Rather than run own his ideas and values, McCain has instead abandoned them altogether. Those tax cuts? Now they are the best thing since they lit up the baseball park and started playing at night. Climate change? Immigration? He won’t even support the very legislation he wrote. George Bush? Voted with him 95 percent of the time. Karl Rove? He didn’t just rip a page out of his playbook. He stole the book and the sequels. Rather than bank on his once vaunted integrity, McCain and his running mate Alaska Governor Sarah Palin have wrapped themselves in victimhood while throwing firebombs at Senator Barack Obama.
They say politics ain’t beanbag, but McCain has become the very kind of vile, unrepentant politician he told us so often he despised. And it’s a work of fiction.
All of it.
He could take the easy way out and blame his campaign. But it’s his voice on my TV screen saying, "I’m John McCain and I approve this message." It’s John McCain on the morning shows, angrily attacking his questioners, as time and time again he is called on the carpet for the stream of whoopers he’s told lately. Cindy McCain was right. The ladies of The View picked them bare. They forgot that Barbara Walters is a real journalist. So let’s roll the tape.
Obama will raise your taxes. Lie. His tax cuts will reach 80 percent of Americans. Who does he leave out? The same people who brought you exorbitant gas prices and the mortgage meltdown.
Obama wanted to teach sex education to kindergartners. Lie. The legislation called for age appropriate sex education, including a curriculum that would teach five year olds how to spot sexual predators.
Palin said "thanks, but no thanks" to the so-called Bridge to Nowhere. Lie. What she really said was please, pretty please, we didn’t need an old stupid bridge anyway and by the way, I’ll keep the money.
Palin never requested earmarks as governor. Well, yes she did. $256 million for 2007 and $197 million for 2008. In fact, Alaska has consistently been the largest per capita beneficiary of federal earmarks.

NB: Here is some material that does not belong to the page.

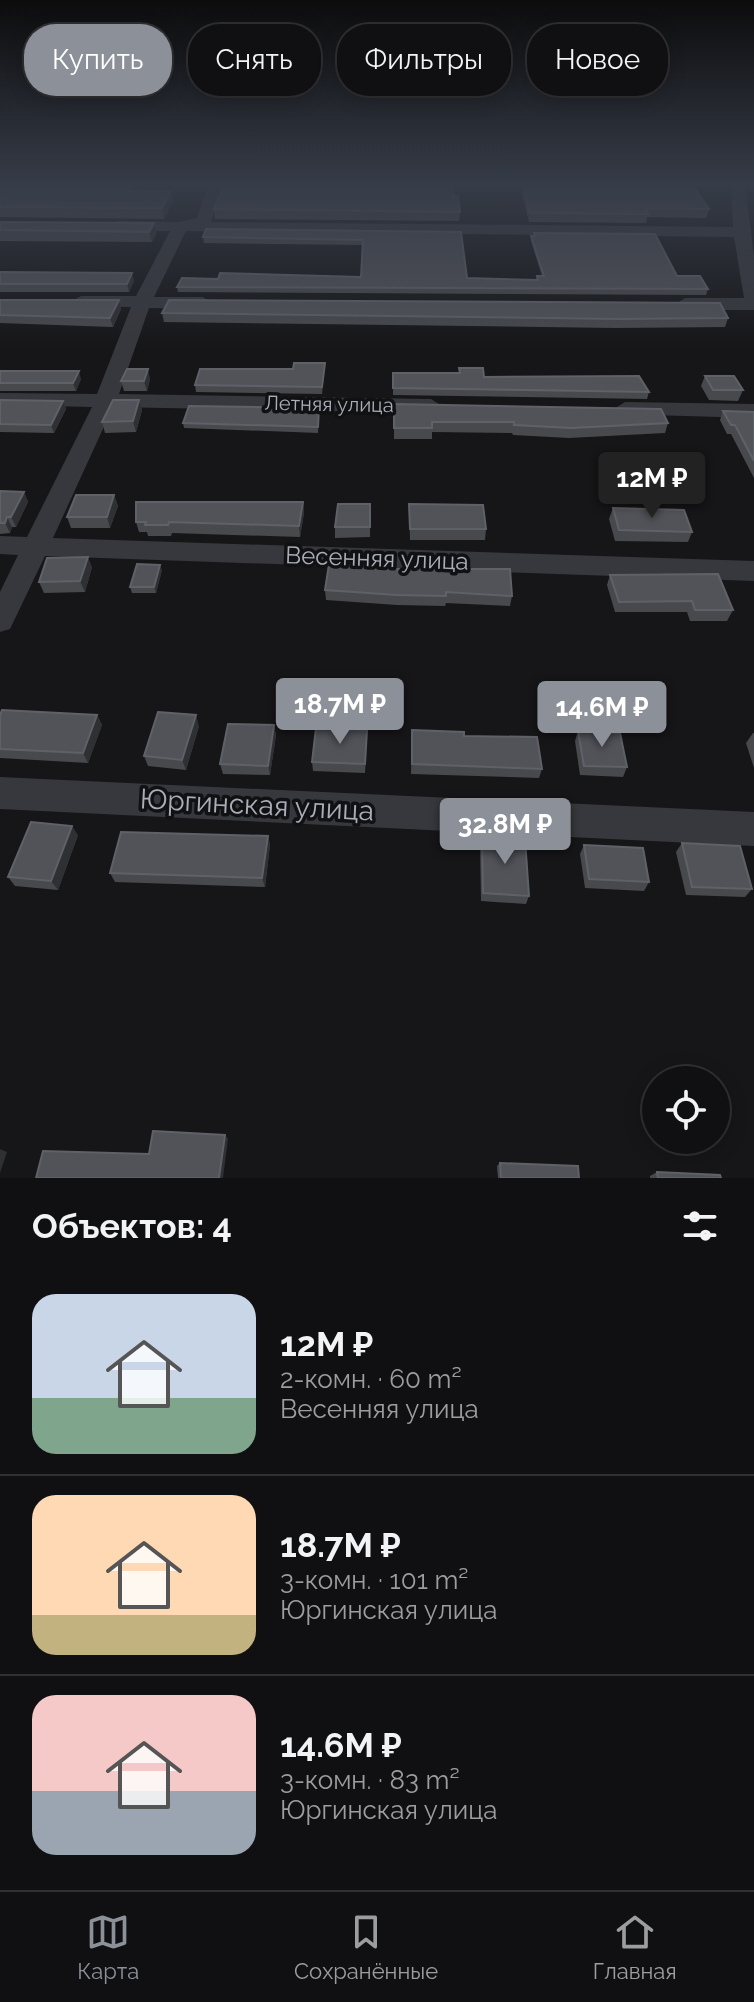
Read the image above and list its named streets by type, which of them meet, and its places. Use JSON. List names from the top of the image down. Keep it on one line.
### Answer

She even hired a lobbyist for tiny Wasilla to bring in a mother load. "It's un-American, it's undemocratic, and it's not going to be accepted in a McCain-Palin administration. Earmark abuse will stop," she said.
Presumably, that’s true because if they win she won’t be in a position to request any more money.
Palin, according to assorted statements, either fired or didn’t fire the head of the Alaska Public Safety Commissioner Walter Monegan. And according to Palin, his dismissal (or non-dismissal) had nothing to do with her former brother-in-law’s nasty divorce from her sister. That’s hard to believe when she won’t sit before the bi-partisan investigative panel that she asked for. It’s a tough line to swallow, when the Alaska attorney general (and Palin appointee) refuses to allow government employees to testify. Even though he is technically the lawyer for the state, not Palin. It’s even harder to believe when a gaggle of McCain lawyers took an express flight to Juneau to squash the investigation altogether.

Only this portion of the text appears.